Nusron Klaim Tak Tahu Duduk Perkara Kasus Suap HGB Summarecon

4 hours ago 6

Jakarta, CNN Indonesia --

Menteri ATR/BPN Nusron Wahid mengaku tidak tahu-menahu duduk perkara kasus dugaan suap Hak Guna Bangunan (HGB) PT Summarecon Agung Tbk yang menyeret anak buahnya.

"Ndak tahu," kata Nusron di kantornya, Jakarta, Jumat (18/9).

Ia menyatakan menghormati proses hukum yang tengah berjalan di KPK.

ADVERTISEMENT

SCROLL TO CONTINUE WITH CONTENT

Ia juga mengaku siap kooperatif membantu KPK dalam proses penegakan hukum ini.

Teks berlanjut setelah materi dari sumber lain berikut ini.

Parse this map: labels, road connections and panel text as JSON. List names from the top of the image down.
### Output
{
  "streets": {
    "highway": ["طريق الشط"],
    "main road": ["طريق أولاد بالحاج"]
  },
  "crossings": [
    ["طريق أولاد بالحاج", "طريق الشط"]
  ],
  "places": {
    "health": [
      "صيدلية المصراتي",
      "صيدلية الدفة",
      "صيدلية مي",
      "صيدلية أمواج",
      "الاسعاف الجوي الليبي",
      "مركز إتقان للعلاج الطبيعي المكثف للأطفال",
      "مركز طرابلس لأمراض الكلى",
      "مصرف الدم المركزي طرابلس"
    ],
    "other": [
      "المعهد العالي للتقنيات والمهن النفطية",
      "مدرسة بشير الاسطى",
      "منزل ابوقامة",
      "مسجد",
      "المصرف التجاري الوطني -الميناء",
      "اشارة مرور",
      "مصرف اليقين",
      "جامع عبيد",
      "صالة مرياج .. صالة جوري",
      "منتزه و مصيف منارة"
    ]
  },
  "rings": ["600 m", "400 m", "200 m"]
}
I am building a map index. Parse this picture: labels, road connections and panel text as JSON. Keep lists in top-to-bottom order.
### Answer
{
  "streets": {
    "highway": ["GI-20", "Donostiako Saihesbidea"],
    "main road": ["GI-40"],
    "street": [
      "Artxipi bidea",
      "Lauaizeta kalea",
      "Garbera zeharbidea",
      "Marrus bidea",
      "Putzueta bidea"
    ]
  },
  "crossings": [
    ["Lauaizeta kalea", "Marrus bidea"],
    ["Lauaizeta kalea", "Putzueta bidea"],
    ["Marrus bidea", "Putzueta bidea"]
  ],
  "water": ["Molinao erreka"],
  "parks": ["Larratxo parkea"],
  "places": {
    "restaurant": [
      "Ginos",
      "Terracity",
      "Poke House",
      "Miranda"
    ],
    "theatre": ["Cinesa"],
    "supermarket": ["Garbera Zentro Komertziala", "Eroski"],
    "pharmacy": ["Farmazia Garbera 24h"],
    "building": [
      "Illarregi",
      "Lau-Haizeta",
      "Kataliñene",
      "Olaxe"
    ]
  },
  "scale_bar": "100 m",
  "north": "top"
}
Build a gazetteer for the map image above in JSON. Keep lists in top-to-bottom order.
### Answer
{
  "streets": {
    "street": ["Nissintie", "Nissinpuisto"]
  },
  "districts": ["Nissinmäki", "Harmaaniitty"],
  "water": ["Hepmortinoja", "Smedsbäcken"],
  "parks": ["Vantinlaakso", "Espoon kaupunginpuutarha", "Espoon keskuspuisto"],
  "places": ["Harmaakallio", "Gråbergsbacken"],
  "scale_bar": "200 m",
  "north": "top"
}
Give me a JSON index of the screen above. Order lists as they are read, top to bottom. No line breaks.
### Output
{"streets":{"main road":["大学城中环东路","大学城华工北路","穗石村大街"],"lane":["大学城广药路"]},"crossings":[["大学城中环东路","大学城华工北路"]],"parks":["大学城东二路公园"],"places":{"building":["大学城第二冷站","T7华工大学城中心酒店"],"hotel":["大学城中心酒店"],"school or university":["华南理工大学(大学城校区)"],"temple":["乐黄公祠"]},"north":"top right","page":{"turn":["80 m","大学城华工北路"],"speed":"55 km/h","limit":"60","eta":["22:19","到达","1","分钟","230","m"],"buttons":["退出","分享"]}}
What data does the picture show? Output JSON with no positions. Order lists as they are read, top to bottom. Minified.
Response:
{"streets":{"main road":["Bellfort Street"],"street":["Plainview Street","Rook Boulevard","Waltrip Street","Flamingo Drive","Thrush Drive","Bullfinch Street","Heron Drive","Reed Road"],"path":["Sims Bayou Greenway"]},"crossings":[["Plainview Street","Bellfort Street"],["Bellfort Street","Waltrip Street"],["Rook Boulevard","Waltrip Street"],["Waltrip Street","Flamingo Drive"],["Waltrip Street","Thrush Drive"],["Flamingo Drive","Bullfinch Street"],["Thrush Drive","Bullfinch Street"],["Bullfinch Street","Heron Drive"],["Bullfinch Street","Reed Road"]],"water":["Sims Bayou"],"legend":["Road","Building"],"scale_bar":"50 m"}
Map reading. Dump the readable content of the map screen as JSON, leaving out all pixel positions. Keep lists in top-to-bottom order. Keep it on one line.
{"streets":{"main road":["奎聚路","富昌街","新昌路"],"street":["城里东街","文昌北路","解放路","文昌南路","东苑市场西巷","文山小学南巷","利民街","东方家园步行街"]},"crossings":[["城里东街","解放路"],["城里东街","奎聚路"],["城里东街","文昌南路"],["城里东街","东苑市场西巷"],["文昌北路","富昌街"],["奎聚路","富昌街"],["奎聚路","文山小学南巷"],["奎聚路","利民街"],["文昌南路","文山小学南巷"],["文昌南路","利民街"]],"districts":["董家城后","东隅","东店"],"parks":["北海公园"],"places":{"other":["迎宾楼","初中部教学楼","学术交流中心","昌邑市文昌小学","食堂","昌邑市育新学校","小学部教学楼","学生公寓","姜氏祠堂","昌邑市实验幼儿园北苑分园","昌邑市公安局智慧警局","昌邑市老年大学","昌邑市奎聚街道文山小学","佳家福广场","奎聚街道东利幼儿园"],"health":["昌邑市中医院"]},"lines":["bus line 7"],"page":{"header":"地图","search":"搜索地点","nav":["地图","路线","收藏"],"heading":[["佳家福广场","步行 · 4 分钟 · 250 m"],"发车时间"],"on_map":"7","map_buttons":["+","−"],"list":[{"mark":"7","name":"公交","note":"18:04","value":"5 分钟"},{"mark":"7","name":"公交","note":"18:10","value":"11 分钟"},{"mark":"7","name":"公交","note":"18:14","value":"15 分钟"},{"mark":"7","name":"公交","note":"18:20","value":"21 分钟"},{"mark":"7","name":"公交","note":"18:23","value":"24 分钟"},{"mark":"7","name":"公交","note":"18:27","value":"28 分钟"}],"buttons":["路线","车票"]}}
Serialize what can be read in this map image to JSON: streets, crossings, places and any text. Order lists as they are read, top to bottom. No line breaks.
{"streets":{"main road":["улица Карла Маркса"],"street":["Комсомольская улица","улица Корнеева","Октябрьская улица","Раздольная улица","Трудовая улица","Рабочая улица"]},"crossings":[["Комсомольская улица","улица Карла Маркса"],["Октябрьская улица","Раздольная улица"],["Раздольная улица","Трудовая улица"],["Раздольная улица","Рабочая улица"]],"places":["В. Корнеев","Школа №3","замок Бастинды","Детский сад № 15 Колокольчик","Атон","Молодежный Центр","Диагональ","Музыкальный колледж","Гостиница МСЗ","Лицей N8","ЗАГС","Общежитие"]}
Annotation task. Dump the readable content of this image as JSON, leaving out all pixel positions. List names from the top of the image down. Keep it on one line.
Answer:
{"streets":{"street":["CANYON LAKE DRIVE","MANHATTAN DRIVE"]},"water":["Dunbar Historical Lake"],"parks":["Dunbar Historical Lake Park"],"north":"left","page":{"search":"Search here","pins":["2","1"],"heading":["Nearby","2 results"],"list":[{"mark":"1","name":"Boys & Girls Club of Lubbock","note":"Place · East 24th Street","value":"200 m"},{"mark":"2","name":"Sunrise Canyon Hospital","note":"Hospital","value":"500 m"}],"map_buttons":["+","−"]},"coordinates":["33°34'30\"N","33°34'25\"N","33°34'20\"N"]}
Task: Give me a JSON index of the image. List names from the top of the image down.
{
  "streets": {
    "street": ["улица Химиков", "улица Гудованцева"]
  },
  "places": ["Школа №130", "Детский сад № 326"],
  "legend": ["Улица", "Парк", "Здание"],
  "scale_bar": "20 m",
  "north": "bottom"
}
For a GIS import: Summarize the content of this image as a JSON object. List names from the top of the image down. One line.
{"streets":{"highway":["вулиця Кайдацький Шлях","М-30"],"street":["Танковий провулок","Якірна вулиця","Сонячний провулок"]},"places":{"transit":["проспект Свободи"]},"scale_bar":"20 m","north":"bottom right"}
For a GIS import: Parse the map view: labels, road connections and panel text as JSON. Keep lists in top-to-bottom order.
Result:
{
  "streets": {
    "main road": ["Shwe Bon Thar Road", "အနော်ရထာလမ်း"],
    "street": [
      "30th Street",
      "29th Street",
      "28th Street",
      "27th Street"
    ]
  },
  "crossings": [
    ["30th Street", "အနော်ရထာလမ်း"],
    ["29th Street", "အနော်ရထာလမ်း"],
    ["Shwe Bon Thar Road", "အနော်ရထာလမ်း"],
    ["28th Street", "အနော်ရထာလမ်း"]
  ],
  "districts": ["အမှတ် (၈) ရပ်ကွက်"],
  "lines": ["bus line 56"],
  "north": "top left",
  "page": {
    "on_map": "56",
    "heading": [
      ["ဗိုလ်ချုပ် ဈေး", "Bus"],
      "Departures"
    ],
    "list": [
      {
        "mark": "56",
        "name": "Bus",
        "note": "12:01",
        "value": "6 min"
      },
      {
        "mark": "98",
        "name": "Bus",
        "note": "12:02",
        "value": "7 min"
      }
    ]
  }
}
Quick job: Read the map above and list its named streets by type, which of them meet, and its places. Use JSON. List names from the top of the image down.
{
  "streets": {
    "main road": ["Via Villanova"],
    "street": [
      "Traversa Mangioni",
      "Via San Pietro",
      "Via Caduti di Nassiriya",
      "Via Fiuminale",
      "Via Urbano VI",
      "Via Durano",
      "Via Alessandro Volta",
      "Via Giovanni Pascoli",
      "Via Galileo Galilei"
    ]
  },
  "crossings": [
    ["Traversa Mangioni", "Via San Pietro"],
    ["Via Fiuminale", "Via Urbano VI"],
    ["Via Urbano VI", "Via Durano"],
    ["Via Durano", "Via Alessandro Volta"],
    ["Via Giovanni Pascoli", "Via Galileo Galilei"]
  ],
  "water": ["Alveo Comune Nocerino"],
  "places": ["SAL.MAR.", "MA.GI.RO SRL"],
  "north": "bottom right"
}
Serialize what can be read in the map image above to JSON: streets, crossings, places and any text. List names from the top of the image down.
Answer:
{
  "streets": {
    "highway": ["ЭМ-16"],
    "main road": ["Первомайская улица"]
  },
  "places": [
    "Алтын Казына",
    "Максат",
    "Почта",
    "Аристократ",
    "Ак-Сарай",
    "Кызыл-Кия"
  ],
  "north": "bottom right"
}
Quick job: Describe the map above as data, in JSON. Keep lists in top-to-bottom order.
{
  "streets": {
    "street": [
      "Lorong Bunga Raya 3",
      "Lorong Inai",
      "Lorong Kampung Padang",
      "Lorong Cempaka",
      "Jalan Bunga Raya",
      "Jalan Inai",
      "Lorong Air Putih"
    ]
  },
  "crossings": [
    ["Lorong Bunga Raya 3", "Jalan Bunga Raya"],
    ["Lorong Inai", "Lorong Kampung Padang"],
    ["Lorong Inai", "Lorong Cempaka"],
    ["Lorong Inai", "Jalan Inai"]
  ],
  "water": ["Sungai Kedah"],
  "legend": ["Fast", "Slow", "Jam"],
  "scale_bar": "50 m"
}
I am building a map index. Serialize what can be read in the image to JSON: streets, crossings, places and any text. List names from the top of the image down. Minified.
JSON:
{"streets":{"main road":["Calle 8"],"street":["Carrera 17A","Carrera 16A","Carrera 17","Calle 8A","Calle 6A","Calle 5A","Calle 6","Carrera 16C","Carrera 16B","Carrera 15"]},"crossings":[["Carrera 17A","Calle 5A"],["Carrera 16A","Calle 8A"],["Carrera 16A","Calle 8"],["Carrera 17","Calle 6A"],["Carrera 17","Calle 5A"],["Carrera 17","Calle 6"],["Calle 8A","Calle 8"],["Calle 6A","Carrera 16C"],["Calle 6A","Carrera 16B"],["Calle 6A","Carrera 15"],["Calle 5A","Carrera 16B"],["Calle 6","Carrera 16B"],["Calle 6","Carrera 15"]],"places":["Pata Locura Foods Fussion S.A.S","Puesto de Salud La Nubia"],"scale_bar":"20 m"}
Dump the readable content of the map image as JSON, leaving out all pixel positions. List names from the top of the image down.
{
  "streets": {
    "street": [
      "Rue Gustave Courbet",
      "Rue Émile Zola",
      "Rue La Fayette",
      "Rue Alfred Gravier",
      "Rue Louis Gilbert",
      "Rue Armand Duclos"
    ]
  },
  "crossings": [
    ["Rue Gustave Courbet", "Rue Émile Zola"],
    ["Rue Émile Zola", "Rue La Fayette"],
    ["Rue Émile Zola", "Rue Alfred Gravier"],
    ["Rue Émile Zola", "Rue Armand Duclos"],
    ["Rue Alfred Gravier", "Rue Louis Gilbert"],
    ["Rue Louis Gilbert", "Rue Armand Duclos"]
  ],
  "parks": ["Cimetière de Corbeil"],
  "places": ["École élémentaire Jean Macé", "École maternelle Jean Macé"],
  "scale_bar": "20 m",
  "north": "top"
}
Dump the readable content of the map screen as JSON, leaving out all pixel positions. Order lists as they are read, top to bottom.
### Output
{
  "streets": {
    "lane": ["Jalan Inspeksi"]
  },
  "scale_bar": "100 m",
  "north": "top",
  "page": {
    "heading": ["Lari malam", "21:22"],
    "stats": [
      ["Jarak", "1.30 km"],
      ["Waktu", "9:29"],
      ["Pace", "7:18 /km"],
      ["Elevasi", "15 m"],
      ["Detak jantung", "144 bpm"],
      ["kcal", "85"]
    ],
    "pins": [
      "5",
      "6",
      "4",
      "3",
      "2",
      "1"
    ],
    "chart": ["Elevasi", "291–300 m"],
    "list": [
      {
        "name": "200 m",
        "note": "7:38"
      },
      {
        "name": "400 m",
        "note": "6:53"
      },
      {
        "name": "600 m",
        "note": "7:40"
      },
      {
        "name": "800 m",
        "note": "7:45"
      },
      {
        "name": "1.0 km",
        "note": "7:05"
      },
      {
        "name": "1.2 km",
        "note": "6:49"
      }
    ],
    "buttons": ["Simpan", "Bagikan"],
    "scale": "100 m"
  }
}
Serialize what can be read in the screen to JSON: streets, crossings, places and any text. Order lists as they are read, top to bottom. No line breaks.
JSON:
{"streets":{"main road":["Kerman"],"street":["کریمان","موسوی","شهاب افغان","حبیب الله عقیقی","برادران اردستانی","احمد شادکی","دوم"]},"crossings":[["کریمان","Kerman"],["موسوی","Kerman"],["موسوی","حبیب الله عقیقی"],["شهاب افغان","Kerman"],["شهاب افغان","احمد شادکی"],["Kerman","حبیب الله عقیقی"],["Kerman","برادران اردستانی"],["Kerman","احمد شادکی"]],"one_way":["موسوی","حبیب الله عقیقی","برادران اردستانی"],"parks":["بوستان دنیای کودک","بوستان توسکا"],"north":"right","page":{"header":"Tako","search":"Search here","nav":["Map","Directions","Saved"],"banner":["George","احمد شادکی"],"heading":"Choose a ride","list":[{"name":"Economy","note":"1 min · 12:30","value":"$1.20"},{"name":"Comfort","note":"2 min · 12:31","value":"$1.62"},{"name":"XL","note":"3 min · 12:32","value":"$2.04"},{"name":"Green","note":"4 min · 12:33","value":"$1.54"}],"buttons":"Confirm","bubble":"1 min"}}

Nusron pun berharap kasus yang menjerat bawahannya di Kementerian ATR/BPN ini akan membuat proses percepatan perbaikan pelayanan di internal kantor ATR/BPN.

Selain itu, ia juga menyebut bahwa kasus ini tidak mengganggu pelayanan yang berjalan oleh kementeriannya terhadap publik.

"Insya Allah tidak terganggu, kami minta tetap solid, pelayanan tetap jalan," ucap dia.

KPK melakukan operasi tangkap tangan di kasus dugaan suap HGB PT Summarecon Agung Tbk.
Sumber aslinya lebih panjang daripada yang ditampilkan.